Dataset entries

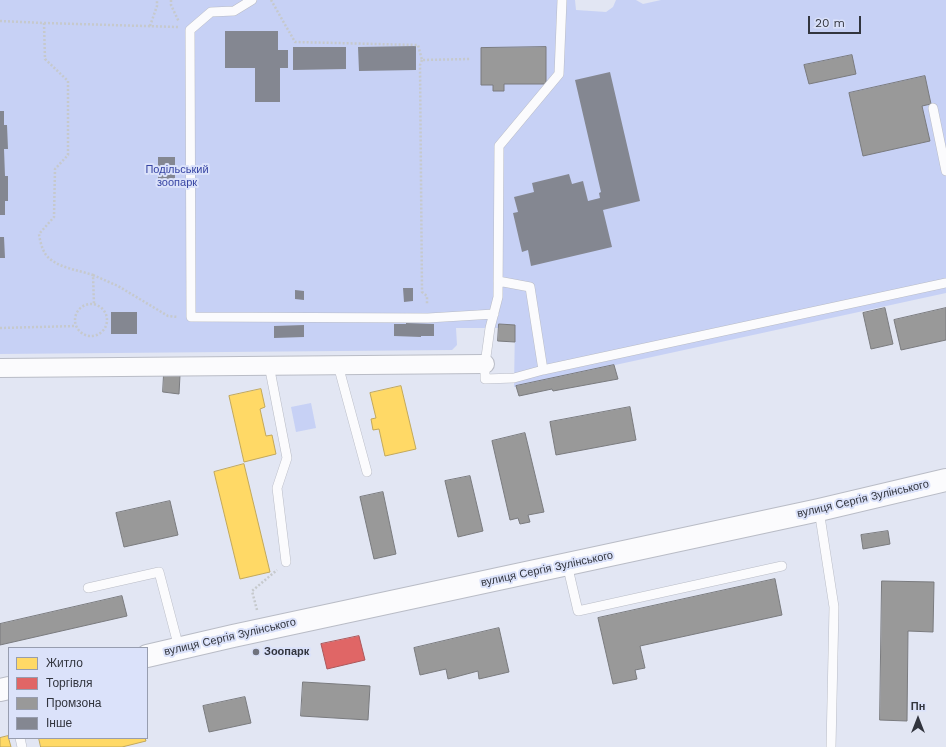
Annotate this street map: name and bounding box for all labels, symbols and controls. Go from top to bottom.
scale bar [810,8,863,34]
text: 20 m [815,16,845,30]
park label: Подільський зоопарк [145,163,209,189]
street label: вулиця Сергія Зулінського [796,477,930,521]
street label: вулиця Сергія Зулінського [480,549,614,589]
street label: вулиця Сергія Зулінського [163,615,297,659]
place label: Зоопарк [264,645,309,659]
legend [8,647,148,739]
marker: Зоопарк [251,647,261,657]
text: Житло [46,656,83,670]
text: Торгівля [46,676,92,690]
text: Промзона [46,696,101,710]
north arrow [898,699,938,739]
text: Пн [911,700,925,713]
text: Інше [46,716,72,730]

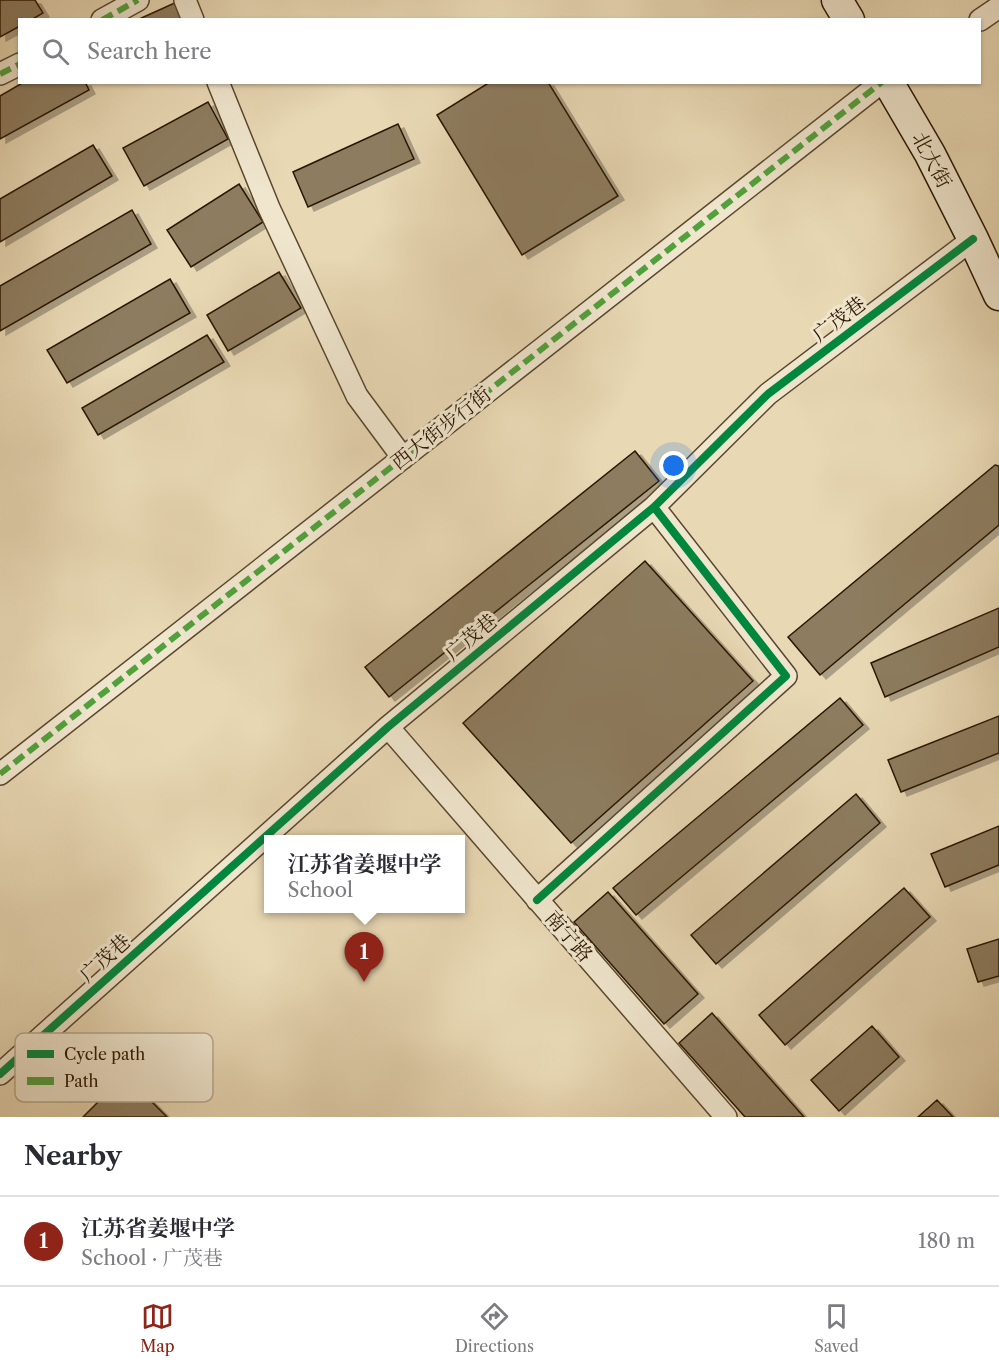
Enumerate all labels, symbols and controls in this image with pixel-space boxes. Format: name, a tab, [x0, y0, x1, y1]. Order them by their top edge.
search box	[18, 18, 981, 84]
icon: search	[39, 35, 72, 68]
text: Search here	[87, 38, 212, 65]
street label: 北大街	[907, 128, 957, 192]
street label: 广茂巷	[808, 291, 870, 347]
street label: 西大街步行街	[386, 382, 496, 474]
your location	[659, 451, 688, 480]
street label: 广茂巷	[440, 609, 502, 665]
popup	[264, 835, 465, 913]
text: 江苏省姜堰中学	[287, 851, 442, 878]
text: School	[287, 878, 353, 902]
street label: 南宁路	[540, 905, 598, 967]
street label: 广茂巷	[75, 929, 135, 987]
pin: 1	[344, 932, 384, 982]
legend	[15, 1033, 213, 1102]
text: Cycle path	[64, 1044, 145, 1064]
text: Path	[64, 1071, 98, 1091]
text: Nearby	[24, 1140, 122, 1172]
text: 江苏省姜堰中学	[81, 1215, 235, 1242]
text: 1	[39, 1229, 48, 1253]
text: 180 m	[918, 1229, 975, 1253]
text: School · 广茂巷	[81, 1246, 223, 1270]
tab: Map	[140, 1300, 175, 1356]
tab: Directions	[455, 1300, 534, 1356]
tab: Saved	[814, 1300, 859, 1356]

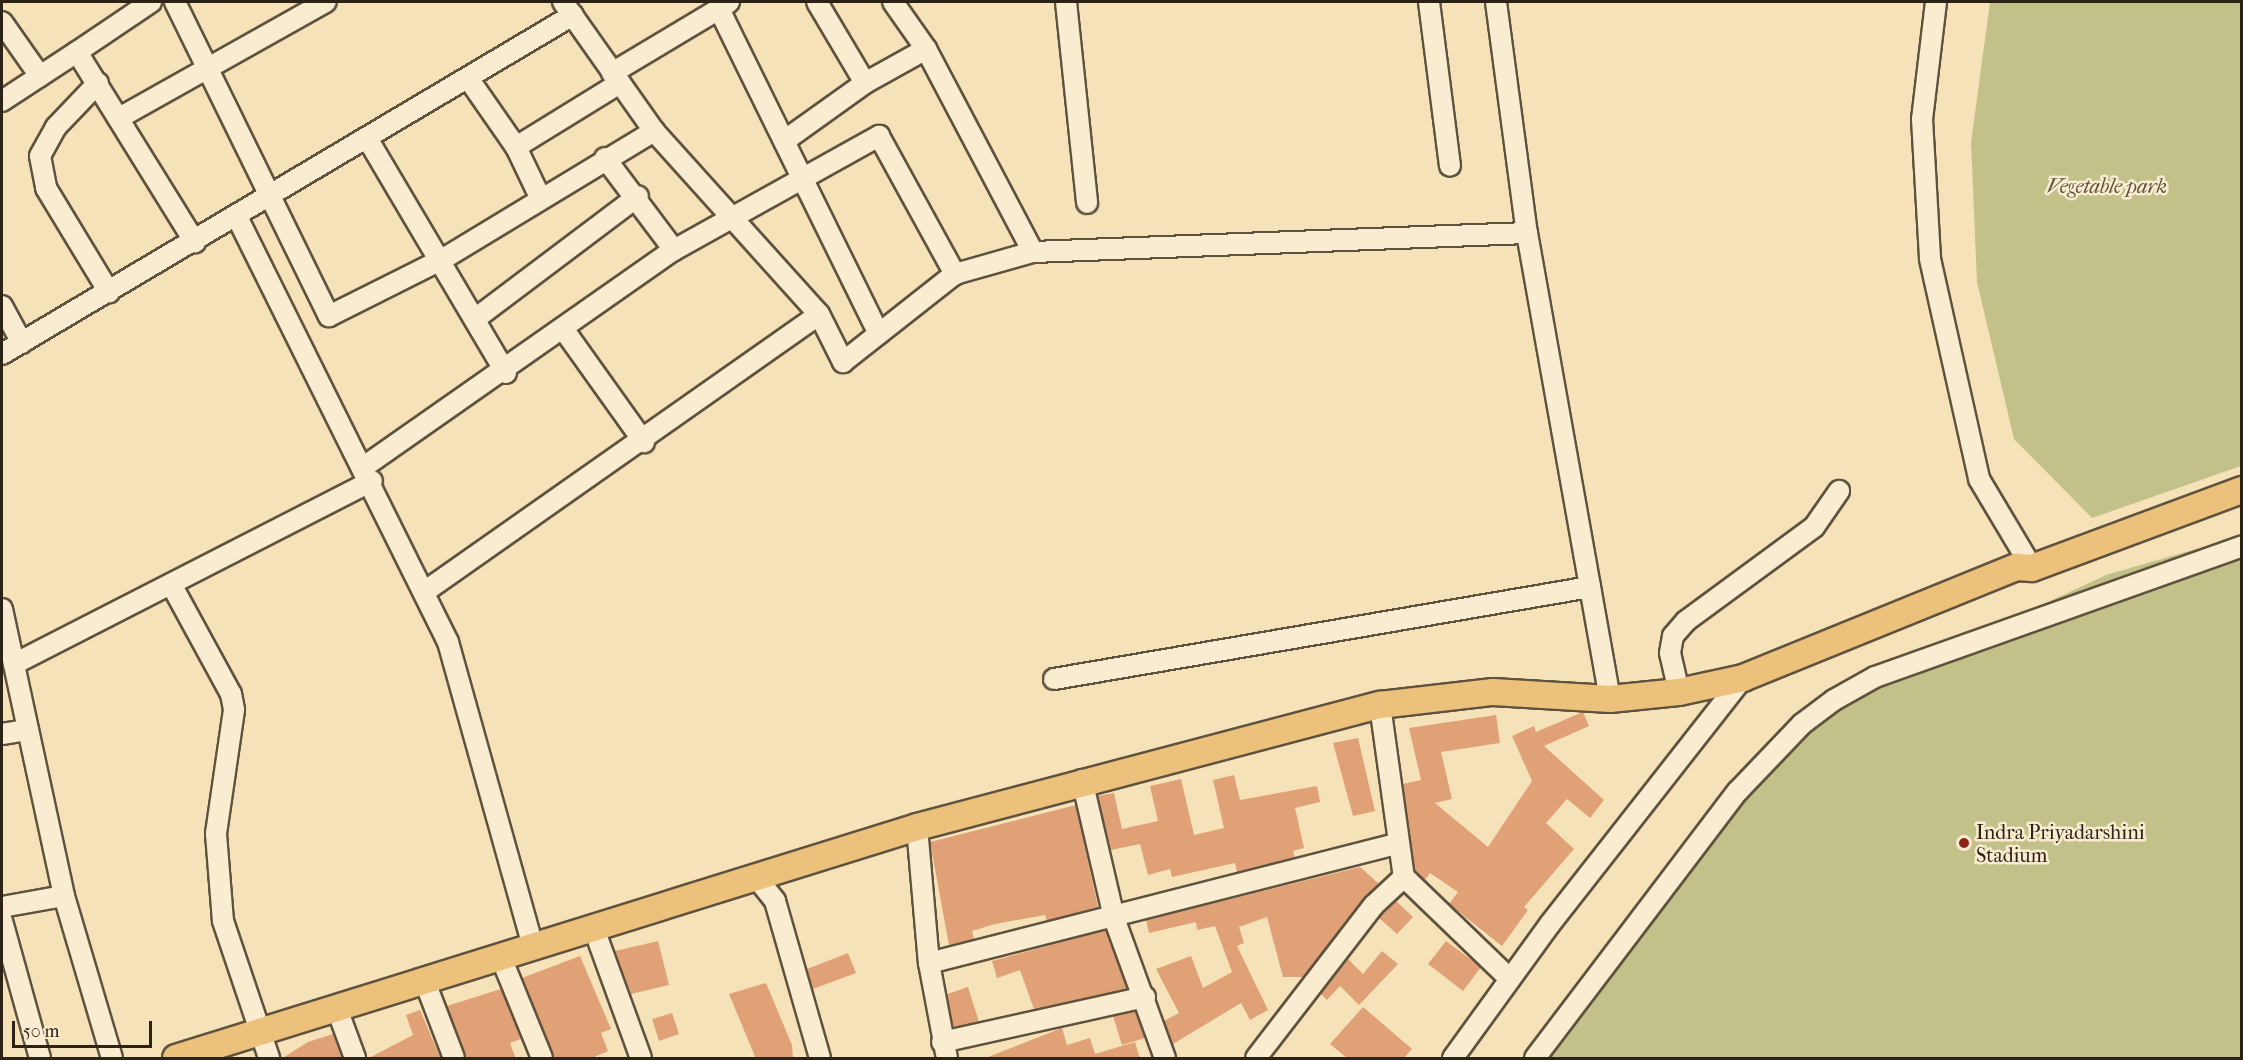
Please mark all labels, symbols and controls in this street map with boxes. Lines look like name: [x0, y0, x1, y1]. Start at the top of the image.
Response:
park label: Vegetable park: [2047, 174, 2167, 198]
place label: Indra Priyadarshini Stadium: [1976, 820, 2145, 867]
marker: Indra Priyadarshini Stadium: [1957, 836, 1971, 850]
scale bar: [15, 1009, 154, 1047]
text: 50 m: [23, 1021, 59, 1042]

ASSIGNED TASK: With the images omitted, retype the records above exactly.

EXERCISE RESULT:
Annotate this street map: name and bounding box for all labels, symbols and controls. Go from top to bottom.
scale bar [810,8,863,34]
text: 20 m [815,16,845,30]
park label: Подільський зоопарк [145,163,209,189]
street label: вулиця Сергія Зулінського [796,477,930,521]
street label: вулиця Сергія Зулінського [480,549,614,589]
street label: вулиця Сергія Зулінського [163,615,297,659]
place label: Зоопарк [264,645,309,659]
legend [8,647,148,739]
marker: Зоопарк [251,647,261,657]
text: Житло [46,656,83,670]
text: Торгівля [46,676,92,690]
text: Промзона [46,696,101,710]
north arrow [898,699,938,739]
text: Пн [911,700,925,713]
text: Інше [46,716,72,730]

Enumerate all labels, symbols and controls in this image with pixel-space boxes. Format: name, a tab, [x0, y0, x1, y1]. Order them by their top edge.
search box	[18, 18, 981, 84]
icon: search	[39, 35, 72, 68]
text: Search here	[87, 38, 212, 65]
street label: 北大街	[907, 128, 957, 192]
street label: 广茂巷	[808, 291, 870, 347]
street label: 西大街步行街	[386, 382, 496, 474]
your location	[659, 451, 688, 480]
street label: 广茂巷	[440, 609, 502, 665]
popup	[264, 835, 465, 913]
text: 江苏省姜堰中学	[287, 851, 442, 878]
text: School	[287, 878, 353, 902]
street label: 南宁路	[540, 905, 598, 967]
street label: 广茂巷	[75, 929, 135, 987]
pin: 1	[344, 932, 384, 982]
legend	[15, 1033, 213, 1102]
text: Cycle path	[64, 1044, 145, 1064]
text: Path	[64, 1071, 98, 1091]
text: Nearby	[24, 1140, 122, 1172]
text: 江苏省姜堰中学	[81, 1215, 235, 1242]
text: 1	[39, 1229, 48, 1253]
text: 180 m	[918, 1229, 975, 1253]
text: School · 广茂巷	[81, 1246, 223, 1270]
tab: Map	[140, 1300, 175, 1356]
tab: Directions	[455, 1300, 534, 1356]
tab: Saved	[814, 1300, 859, 1356]

Please mark all labels, symbols and controls in this street map with boxes. Lines look like name: [x0, y0, x1, y1]. Start at the top of the image.
Response:
park label: Vegetable park: [2047, 174, 2167, 198]
place label: Indra Priyadarshini Stadium: [1976, 820, 2145, 867]
marker: Indra Priyadarshini Stadium: [1957, 836, 1971, 850]
scale bar: [15, 1009, 154, 1047]
text: 50 m: [23, 1021, 59, 1042]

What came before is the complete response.